-->

Refleksi 346: Karunia Orang Lain

 

Refleksi Harian Tentang

Kerahiman Ilahi

365 Hari bersama Santa Faustina

 


Refleksi 346: Karunia Orang Lain 

Salah satu tindakan Kerahiman yang dapat anda berikan kepada orang lain adalah dengan merasakan karunia Tuhan dalam hidup mereka dan bersukacita atas kenyataan itu. 

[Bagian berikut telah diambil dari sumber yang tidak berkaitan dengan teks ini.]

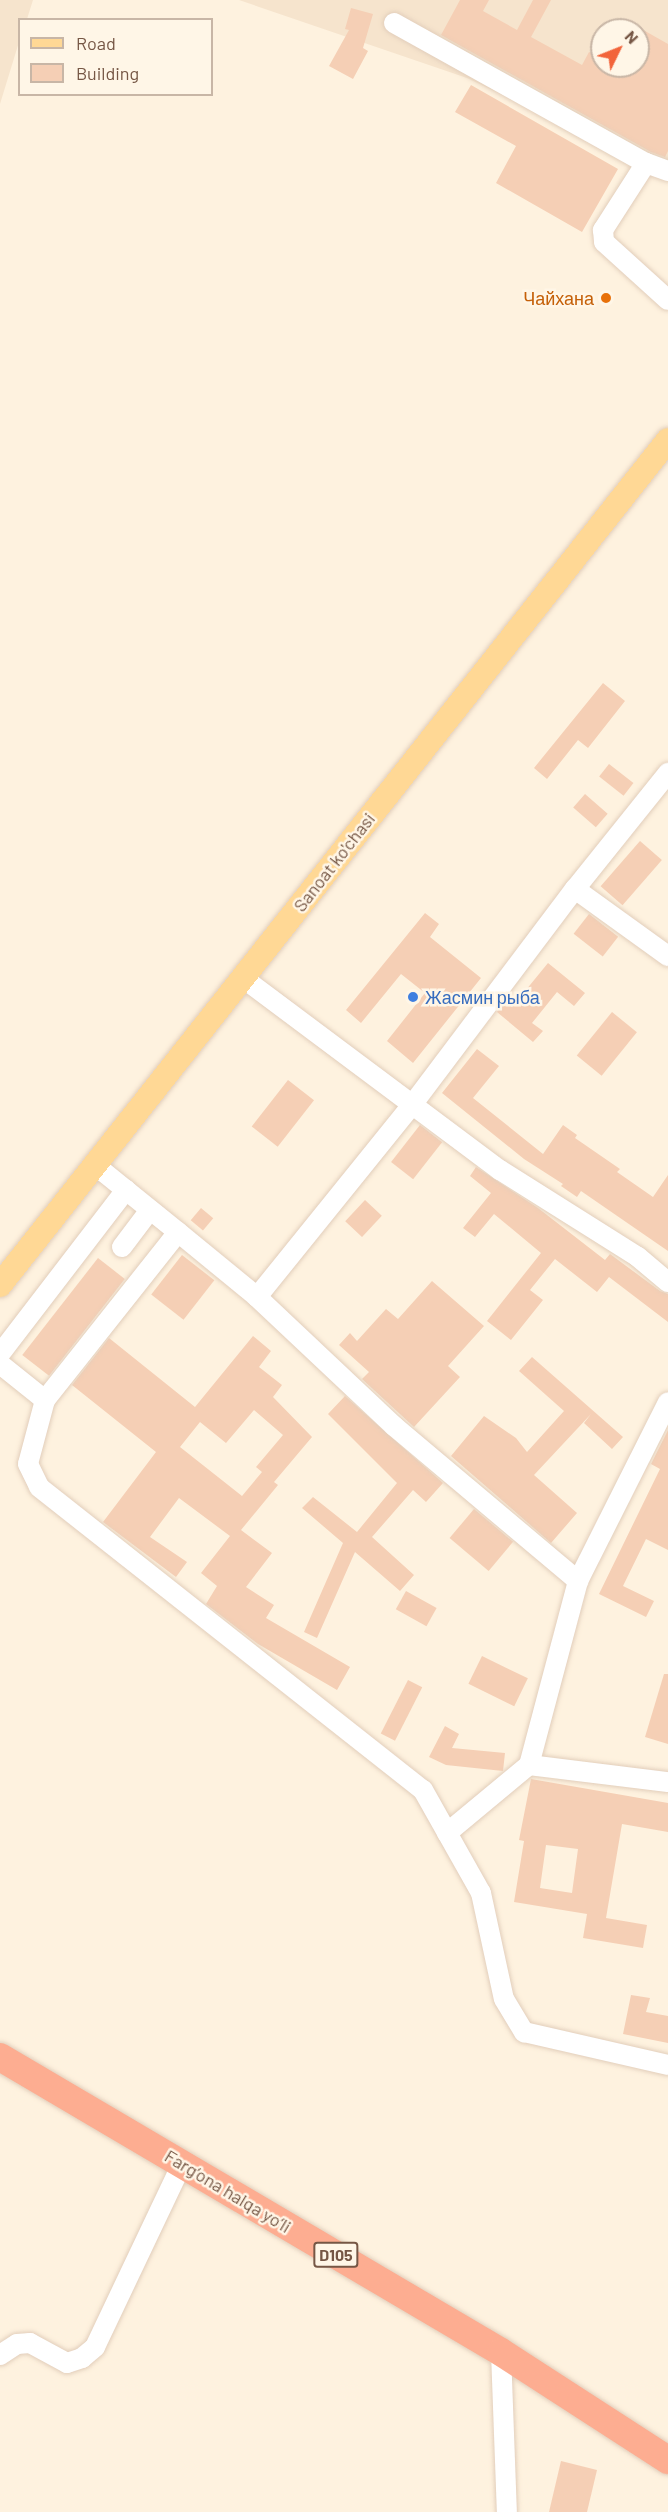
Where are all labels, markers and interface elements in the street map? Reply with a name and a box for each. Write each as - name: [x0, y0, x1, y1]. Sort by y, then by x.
- legend: [18, 18, 213, 96]
- north arrow: [590, 18, 650, 78]
- text: N: [621, 26, 643, 47]
- text: Road: [76, 32, 116, 54]
- text: Building: [76, 62, 139, 84]
- place label: Чайхана: [523, 287, 594, 309]
- marker: Чайхана: [599, 291, 613, 305]
- street label: Sanoat ko'chasi: [289, 808, 379, 916]
- place label: Жасмин рыба: [425, 986, 540, 1008]
- marker: Жасмин рыба: [406, 990, 420, 1004]
- street label: Farg‘ona halqa yo‘li: [161, 2145, 295, 2237]
- road number: D105: [312, 2242, 360, 2268]

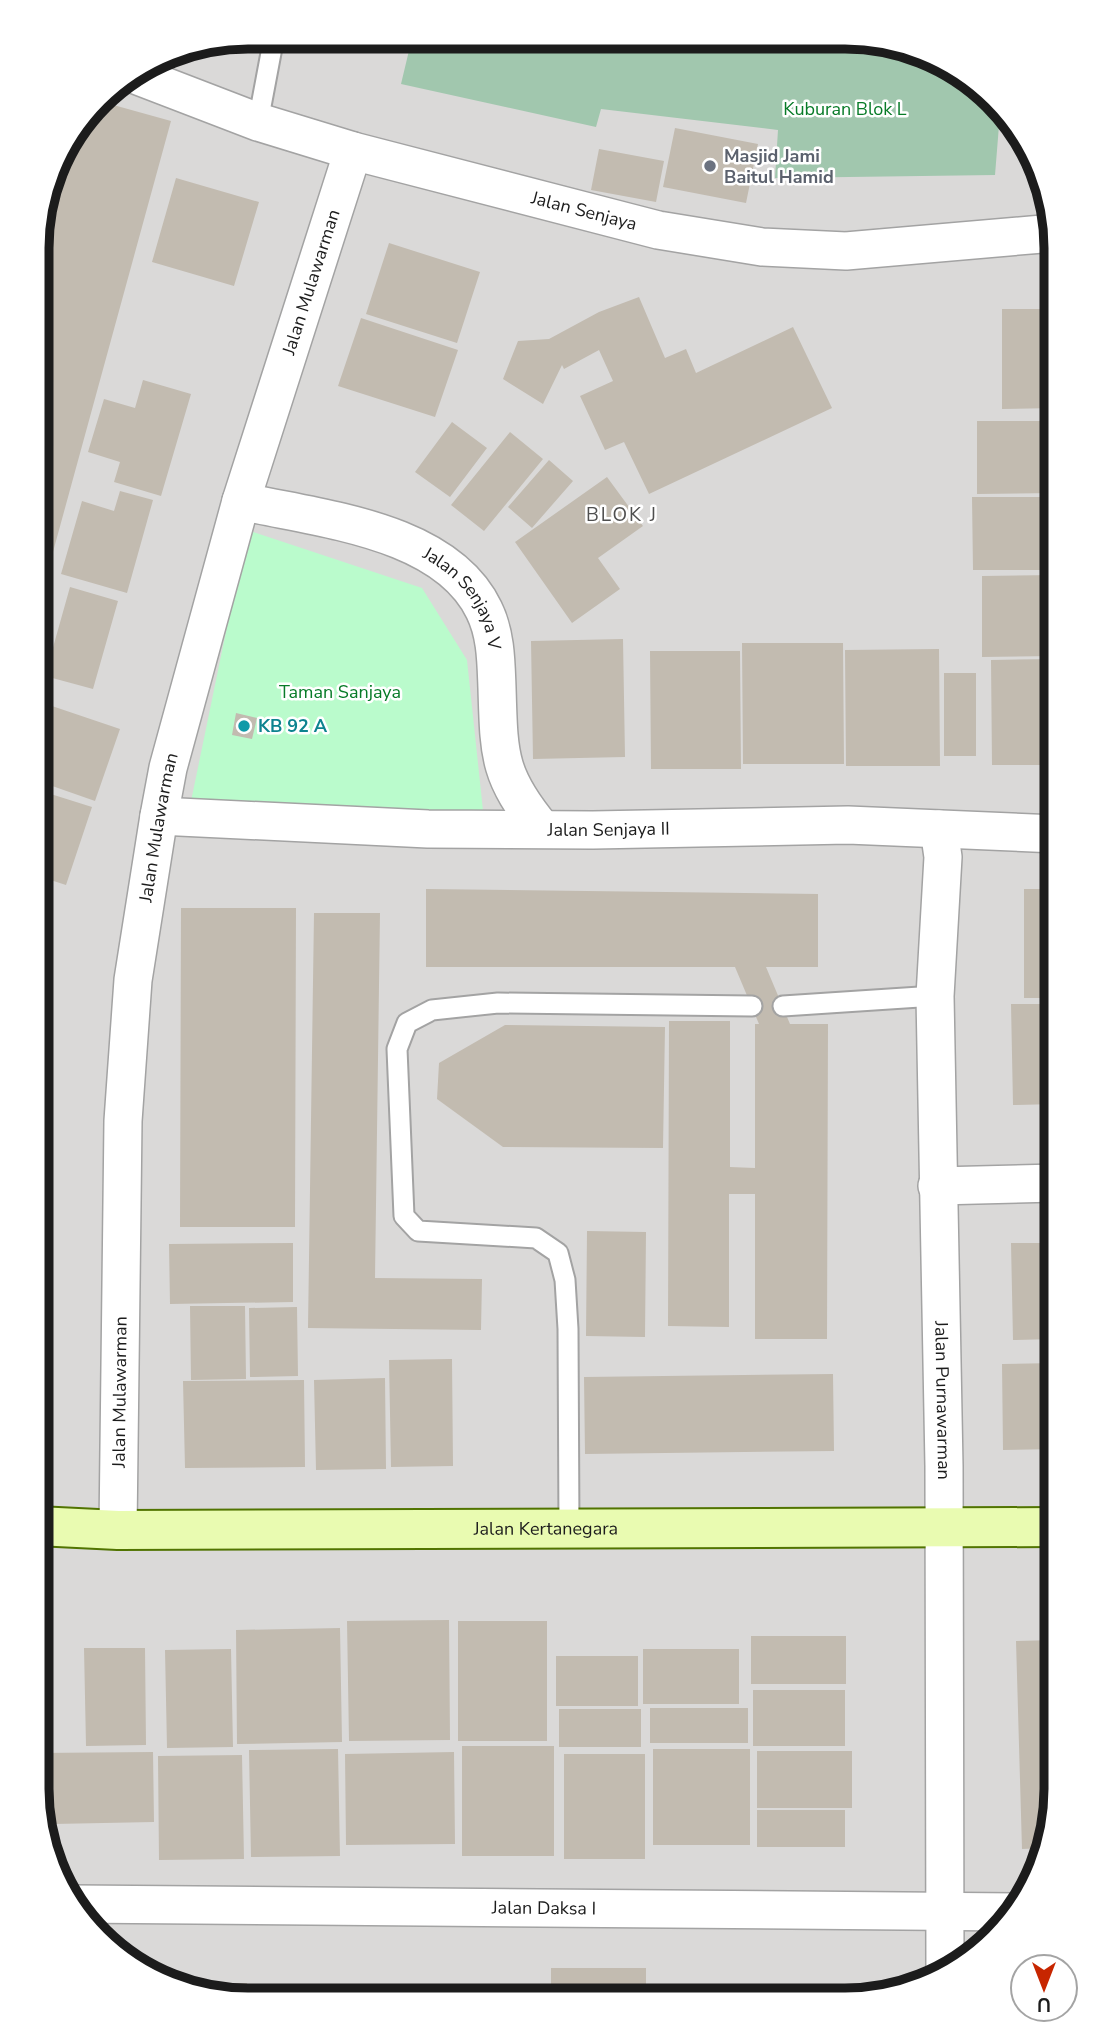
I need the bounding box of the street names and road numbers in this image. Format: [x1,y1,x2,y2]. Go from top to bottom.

Sayangnya, sering kali ada godaan untuk merasa iri atau iri terhadap orang lain, terutama ketika anda melihat bakat alami atau anugerah Tuhan dalam hidup mereka. Namun jika anda bisa memandangnya dengan kerendahan hati, hati anda akan tergerak melihat Tuhan bekerja di dalamnya. Anda akan melihat karunia alami mereka sebagai karunia dari Tuhan yang diberikan pada saat penciptaan jiwa mereka, dan anda akan melihat karunia supernatural mereka sebagai karunia dari Tuhan yang diberikan oleh kasih karunia-Nya. 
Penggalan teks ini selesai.